Input records ->
______________________________
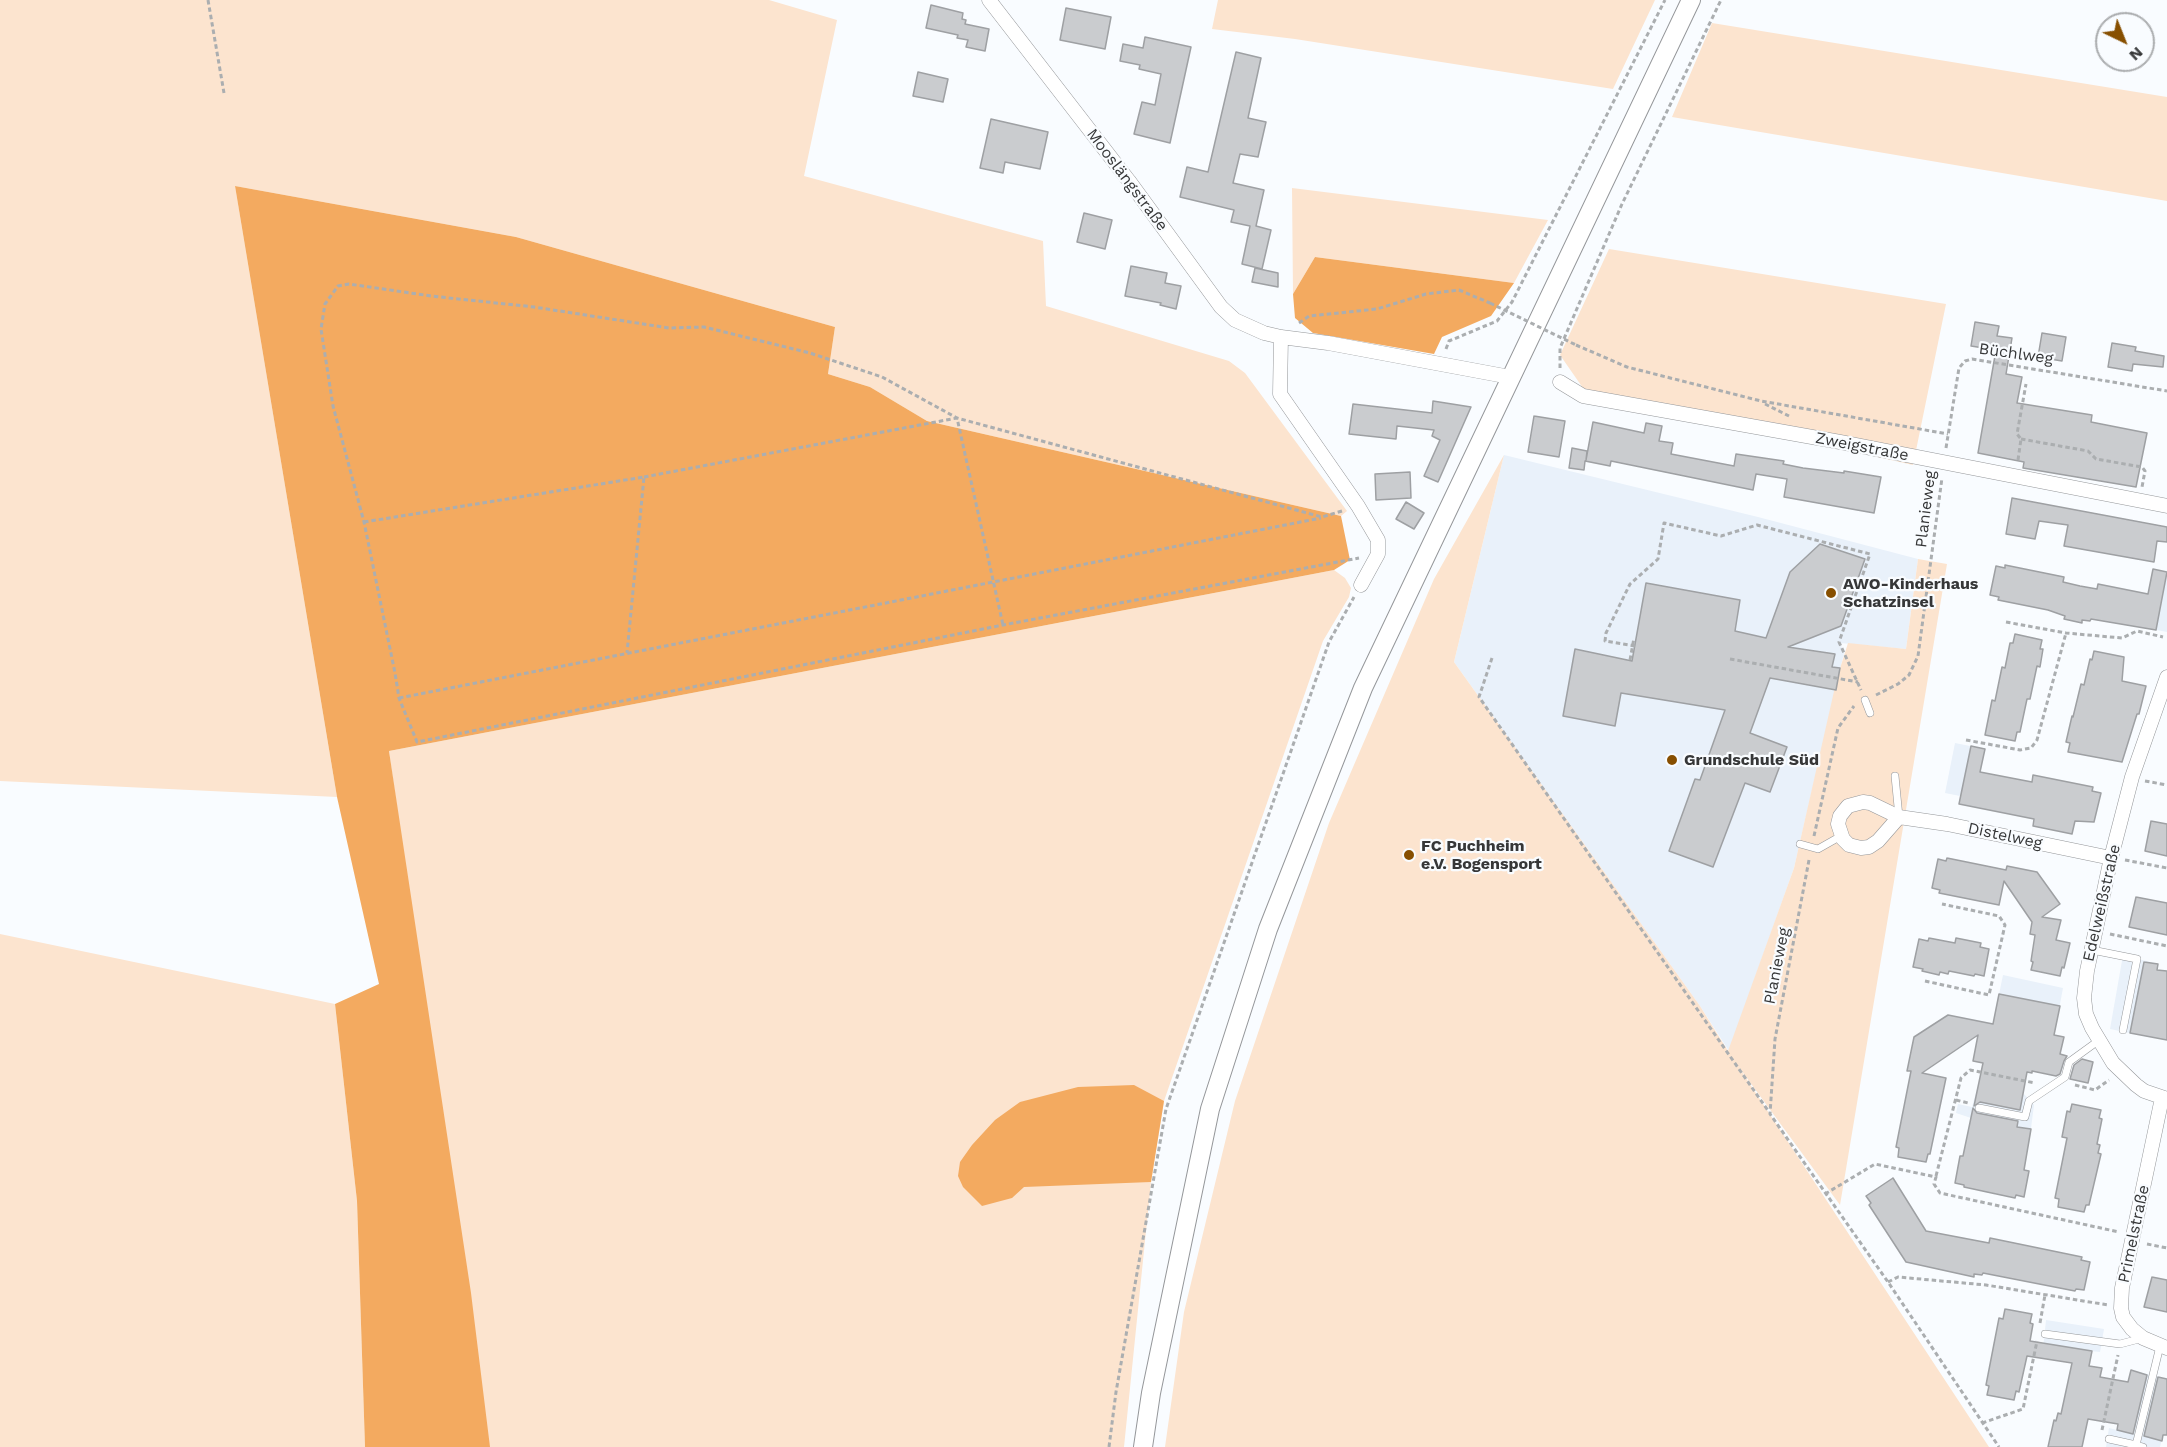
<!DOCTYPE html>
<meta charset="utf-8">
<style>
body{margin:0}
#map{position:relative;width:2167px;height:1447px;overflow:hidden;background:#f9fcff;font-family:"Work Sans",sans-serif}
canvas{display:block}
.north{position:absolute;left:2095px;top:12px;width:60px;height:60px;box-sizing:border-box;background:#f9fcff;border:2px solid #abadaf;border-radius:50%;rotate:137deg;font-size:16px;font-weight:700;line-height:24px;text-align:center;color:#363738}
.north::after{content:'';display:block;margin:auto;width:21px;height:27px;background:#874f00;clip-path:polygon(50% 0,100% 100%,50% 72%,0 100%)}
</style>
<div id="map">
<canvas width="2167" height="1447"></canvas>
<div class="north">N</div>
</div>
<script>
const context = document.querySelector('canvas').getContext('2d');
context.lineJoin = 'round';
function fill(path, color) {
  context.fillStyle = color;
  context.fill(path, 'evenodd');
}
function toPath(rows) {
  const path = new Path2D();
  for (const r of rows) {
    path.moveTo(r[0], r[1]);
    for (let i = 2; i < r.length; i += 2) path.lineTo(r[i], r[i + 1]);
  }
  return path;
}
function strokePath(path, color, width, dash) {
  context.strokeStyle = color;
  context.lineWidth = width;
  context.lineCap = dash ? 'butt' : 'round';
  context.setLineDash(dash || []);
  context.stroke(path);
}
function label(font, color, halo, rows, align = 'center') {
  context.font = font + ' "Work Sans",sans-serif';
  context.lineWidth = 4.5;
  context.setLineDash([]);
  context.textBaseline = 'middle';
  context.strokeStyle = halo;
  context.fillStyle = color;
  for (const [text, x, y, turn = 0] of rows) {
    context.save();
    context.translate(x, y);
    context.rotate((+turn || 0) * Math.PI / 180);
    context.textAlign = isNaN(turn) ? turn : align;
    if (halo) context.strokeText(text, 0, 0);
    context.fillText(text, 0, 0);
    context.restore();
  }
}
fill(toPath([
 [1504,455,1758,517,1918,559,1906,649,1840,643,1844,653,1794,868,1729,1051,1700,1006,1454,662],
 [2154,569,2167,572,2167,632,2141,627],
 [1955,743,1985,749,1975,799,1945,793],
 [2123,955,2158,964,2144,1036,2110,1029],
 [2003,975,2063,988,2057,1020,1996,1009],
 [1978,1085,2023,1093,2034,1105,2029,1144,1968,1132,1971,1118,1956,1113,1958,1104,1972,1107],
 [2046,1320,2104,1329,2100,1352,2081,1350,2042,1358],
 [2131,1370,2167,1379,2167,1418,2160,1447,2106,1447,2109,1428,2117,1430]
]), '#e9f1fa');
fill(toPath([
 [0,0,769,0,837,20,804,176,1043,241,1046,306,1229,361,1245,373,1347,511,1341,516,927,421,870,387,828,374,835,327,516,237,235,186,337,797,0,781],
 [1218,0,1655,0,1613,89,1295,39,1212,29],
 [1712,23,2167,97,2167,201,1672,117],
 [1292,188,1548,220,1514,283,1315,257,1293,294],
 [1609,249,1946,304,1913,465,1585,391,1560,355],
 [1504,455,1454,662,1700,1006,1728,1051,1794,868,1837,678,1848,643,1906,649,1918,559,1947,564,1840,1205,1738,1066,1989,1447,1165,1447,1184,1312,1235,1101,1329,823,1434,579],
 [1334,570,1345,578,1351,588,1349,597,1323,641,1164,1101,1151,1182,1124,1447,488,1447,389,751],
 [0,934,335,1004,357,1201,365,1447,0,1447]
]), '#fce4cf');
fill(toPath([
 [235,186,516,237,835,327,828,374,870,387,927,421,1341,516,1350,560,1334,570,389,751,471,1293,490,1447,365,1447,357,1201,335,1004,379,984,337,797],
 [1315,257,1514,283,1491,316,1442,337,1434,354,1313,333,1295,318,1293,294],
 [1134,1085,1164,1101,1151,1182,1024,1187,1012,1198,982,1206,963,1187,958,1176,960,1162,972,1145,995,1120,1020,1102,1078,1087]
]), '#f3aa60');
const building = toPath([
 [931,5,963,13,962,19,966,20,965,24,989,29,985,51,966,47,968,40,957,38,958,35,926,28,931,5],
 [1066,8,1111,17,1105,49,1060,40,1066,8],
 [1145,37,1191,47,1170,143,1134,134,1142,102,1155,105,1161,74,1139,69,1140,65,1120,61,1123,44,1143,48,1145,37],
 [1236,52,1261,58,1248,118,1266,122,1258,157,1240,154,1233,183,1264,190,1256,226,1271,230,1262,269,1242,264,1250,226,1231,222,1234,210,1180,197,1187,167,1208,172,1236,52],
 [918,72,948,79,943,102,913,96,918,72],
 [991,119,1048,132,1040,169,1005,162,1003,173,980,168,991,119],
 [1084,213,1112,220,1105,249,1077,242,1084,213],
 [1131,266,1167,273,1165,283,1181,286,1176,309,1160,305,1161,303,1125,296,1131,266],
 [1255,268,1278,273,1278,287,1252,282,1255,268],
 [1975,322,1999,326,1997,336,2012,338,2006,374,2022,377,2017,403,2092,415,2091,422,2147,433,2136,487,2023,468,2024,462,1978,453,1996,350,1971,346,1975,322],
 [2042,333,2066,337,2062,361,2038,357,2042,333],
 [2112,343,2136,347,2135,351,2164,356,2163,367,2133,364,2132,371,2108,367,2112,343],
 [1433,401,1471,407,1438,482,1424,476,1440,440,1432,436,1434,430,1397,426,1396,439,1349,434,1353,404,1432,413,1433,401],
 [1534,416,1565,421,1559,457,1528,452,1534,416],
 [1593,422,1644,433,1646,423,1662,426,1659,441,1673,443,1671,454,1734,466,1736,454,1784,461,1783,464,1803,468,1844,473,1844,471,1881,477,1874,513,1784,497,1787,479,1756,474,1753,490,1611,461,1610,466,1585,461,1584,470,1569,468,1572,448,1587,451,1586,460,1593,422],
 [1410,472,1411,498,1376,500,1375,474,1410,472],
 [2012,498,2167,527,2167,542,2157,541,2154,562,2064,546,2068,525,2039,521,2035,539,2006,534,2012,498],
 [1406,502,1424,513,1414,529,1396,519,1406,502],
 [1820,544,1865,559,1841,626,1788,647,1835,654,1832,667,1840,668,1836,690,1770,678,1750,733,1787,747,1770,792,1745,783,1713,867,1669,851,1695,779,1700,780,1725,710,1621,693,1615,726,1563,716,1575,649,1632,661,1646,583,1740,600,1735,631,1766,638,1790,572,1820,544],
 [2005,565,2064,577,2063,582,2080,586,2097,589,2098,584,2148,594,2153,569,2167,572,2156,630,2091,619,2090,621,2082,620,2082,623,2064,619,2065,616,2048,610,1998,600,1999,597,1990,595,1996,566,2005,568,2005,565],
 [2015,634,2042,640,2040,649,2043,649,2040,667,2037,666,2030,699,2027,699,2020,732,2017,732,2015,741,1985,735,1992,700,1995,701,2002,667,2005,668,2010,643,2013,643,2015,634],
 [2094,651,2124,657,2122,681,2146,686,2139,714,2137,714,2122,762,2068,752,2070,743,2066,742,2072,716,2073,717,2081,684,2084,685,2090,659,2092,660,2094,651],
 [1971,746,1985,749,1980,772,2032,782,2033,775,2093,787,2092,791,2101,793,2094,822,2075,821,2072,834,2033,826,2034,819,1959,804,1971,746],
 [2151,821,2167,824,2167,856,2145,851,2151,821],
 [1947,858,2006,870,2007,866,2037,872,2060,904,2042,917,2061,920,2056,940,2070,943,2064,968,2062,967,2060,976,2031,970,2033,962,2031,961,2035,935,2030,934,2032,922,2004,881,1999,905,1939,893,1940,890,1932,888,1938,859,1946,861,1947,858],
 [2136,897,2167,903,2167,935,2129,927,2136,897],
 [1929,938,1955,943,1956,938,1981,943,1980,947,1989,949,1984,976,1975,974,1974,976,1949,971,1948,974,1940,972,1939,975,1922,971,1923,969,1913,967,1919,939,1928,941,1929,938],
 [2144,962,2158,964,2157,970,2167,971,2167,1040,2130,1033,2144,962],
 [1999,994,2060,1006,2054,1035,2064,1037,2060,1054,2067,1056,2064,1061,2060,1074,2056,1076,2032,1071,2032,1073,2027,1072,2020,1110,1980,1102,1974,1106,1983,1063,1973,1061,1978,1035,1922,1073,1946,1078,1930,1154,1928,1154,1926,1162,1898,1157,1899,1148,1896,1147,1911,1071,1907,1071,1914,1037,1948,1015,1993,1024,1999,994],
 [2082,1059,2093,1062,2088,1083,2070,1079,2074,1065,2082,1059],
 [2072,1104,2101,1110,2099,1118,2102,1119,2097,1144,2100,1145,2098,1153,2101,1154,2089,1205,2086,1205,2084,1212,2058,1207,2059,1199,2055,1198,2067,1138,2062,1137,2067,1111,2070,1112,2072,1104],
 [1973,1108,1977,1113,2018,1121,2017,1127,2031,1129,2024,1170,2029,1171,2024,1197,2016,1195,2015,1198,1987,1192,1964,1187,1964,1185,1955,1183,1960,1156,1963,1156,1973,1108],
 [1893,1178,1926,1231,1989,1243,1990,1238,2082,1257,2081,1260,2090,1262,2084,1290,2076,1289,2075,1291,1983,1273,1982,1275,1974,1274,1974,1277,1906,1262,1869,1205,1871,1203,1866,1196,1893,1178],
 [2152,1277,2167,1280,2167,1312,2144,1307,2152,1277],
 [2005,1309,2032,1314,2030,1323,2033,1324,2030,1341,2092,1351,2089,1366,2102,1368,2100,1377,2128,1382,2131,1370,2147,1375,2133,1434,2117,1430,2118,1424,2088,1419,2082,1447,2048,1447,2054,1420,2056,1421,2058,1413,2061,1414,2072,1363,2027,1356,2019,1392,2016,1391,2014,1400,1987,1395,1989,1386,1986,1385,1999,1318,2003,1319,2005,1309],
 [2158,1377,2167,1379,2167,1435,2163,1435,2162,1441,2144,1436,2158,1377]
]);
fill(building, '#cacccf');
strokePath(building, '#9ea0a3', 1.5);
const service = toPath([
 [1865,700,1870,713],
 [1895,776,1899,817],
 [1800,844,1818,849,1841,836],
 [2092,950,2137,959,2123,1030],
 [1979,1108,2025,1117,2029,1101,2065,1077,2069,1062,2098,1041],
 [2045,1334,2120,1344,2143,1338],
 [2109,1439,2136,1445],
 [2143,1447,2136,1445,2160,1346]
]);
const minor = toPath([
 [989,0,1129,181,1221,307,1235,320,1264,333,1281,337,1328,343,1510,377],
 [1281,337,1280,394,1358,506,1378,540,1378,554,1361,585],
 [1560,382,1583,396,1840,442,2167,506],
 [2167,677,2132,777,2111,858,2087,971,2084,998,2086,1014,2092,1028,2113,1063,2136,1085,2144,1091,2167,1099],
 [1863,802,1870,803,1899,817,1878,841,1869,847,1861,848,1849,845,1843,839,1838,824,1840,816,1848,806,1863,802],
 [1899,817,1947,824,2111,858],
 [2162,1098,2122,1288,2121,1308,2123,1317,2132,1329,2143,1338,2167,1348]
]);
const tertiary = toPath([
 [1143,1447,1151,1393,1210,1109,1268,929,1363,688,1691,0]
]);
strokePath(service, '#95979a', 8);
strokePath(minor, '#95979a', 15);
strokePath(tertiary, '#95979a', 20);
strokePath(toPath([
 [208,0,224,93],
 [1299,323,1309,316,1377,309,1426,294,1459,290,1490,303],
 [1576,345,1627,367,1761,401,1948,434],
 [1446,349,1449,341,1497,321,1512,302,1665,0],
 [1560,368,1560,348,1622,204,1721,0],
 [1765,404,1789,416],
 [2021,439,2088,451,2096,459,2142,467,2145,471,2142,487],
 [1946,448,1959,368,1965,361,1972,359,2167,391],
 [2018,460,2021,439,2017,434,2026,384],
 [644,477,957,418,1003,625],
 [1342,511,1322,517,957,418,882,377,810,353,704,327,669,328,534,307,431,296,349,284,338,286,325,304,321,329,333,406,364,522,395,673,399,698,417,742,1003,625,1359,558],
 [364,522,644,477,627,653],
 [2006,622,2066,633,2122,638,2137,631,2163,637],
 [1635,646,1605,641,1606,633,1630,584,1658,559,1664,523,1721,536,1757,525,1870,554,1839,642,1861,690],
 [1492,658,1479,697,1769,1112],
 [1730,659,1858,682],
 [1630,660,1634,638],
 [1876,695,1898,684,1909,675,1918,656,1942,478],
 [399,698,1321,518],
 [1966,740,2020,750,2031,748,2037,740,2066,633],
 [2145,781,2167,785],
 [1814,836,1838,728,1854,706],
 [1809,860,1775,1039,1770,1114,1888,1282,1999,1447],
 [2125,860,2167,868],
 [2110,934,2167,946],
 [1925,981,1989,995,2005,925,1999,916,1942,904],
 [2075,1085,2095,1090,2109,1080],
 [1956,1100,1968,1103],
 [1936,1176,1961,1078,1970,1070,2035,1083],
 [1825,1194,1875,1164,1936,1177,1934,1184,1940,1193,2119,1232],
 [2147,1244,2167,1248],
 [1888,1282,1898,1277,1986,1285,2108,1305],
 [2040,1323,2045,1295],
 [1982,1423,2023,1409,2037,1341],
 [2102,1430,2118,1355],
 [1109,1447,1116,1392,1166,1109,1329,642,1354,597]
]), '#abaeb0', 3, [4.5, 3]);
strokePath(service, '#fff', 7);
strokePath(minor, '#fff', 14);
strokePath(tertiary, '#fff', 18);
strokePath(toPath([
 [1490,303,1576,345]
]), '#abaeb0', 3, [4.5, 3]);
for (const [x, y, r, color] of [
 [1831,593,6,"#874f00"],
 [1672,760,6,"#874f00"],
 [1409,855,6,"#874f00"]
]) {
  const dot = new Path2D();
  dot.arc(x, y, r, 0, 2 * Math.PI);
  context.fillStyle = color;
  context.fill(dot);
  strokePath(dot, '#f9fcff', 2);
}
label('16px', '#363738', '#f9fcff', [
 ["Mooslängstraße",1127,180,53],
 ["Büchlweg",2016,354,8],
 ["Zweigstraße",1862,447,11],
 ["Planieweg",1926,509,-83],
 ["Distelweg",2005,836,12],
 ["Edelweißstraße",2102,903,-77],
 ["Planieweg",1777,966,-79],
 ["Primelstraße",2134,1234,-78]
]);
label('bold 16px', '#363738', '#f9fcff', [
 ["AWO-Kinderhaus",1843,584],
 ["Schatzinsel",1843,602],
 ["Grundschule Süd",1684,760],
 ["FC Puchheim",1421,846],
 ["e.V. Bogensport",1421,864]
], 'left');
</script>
______________________________
What to do -> Across the whole listing above, determine how many lines hold the word "lineWidth". Only that number is wanted.

Result of this exercise -> 2